Sovereign Virtue: The Theory and Practice of Equality. By Ronald Dworkin. Cambridge, Mass.: Harvard University Press, 2000; pp. 512. $35.00

In the last thirty years, Ronald Dworkin, along with John Rawls, Robert Nozick, and Bruce Ackerman, have systematized and refined liberal political philosophy in major ways. Each philosopher has introduced ingenious and often elegant arguments in order to defend and advance his own overlapping and competing conceptions of justice for liberal polities. The pivot for these projects is a "thought experiment," which, like their seventeenth- and eighteenth-century counterparts, is designed to illuminate and distinguish their theories of justice from their competitors' as well as to offer a poetically compelling vision of society. Ronald Dworkin's signature contemporary version of a state of nature is a desert island auction. Imagine, he explains, that its inhabitants desire a just division of resources. After experimenting with various methods, each person would decide that some currency would be agreed upon (Dworkin generally uses clam shells while Locke spoke of a "little piece of yellow metal" in his state of nature), and everything valued on the island would be auctioned off as lots until each person was satisfied. In order to guard against bad luck and differential talents, Dworkin also argues that each inhabitant would select an insurance policy to help protect a fair division.

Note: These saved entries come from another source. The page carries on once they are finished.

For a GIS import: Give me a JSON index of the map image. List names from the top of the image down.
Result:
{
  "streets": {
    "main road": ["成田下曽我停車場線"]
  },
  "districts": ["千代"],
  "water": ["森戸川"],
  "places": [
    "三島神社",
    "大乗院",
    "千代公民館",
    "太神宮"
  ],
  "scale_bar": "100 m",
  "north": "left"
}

Part one of Sovereign Virtue is an elaboration of Dworkin's desert island parable, which he first proposed in 1981. Dworkin's state of nature bears some similarities to Rawls's original position, Nozick's anarchic exchanges, and Ackerman's interstellar conversations, particularly in the assumption of individualist premises about needs and wants. Dworkin himself contends that his position is derived from two premises of "ethical individualism": the principle of equal importance, which states that each human life be successful and not be wasted, and the principle of special responsibility, which states that each person is responsible for making her choices of how she should live. Roughly, the hypothetical auction encapsulates the first principle and the hypothetical insurance policy the second.

The most distinguishing aspect of Dworkin's position is that equality is the "sovereign" virtue of society, but he spends the bulk of part one in arguing that equality of welfare is not the proper benchmark. In Rawls's formulation, the original position--from which persons attempt to intuit principles of justice behind a "veil of ignorance" in which individual talents as well as religion and race are unknown--requires adoption of the "difference principle." The difference principle stipulates that resources be distributed unequally only when the disadvantaged are benefited. Dworkin insists, however, that equality of resources is the only justifiable formulation of equality, and he offers some delightful arguments about the problem of "expensive tastes" to help make his point. Suppose, he asks, that a paraplegic violinist prefers a Stradivarius to an equally expensive piece of equipment that will help him lead a more normal life. Those who lead limited lives in other respects [End Page 576] might justifiably complain about the additional taxes for the instrument from an equality of welfare standpoint.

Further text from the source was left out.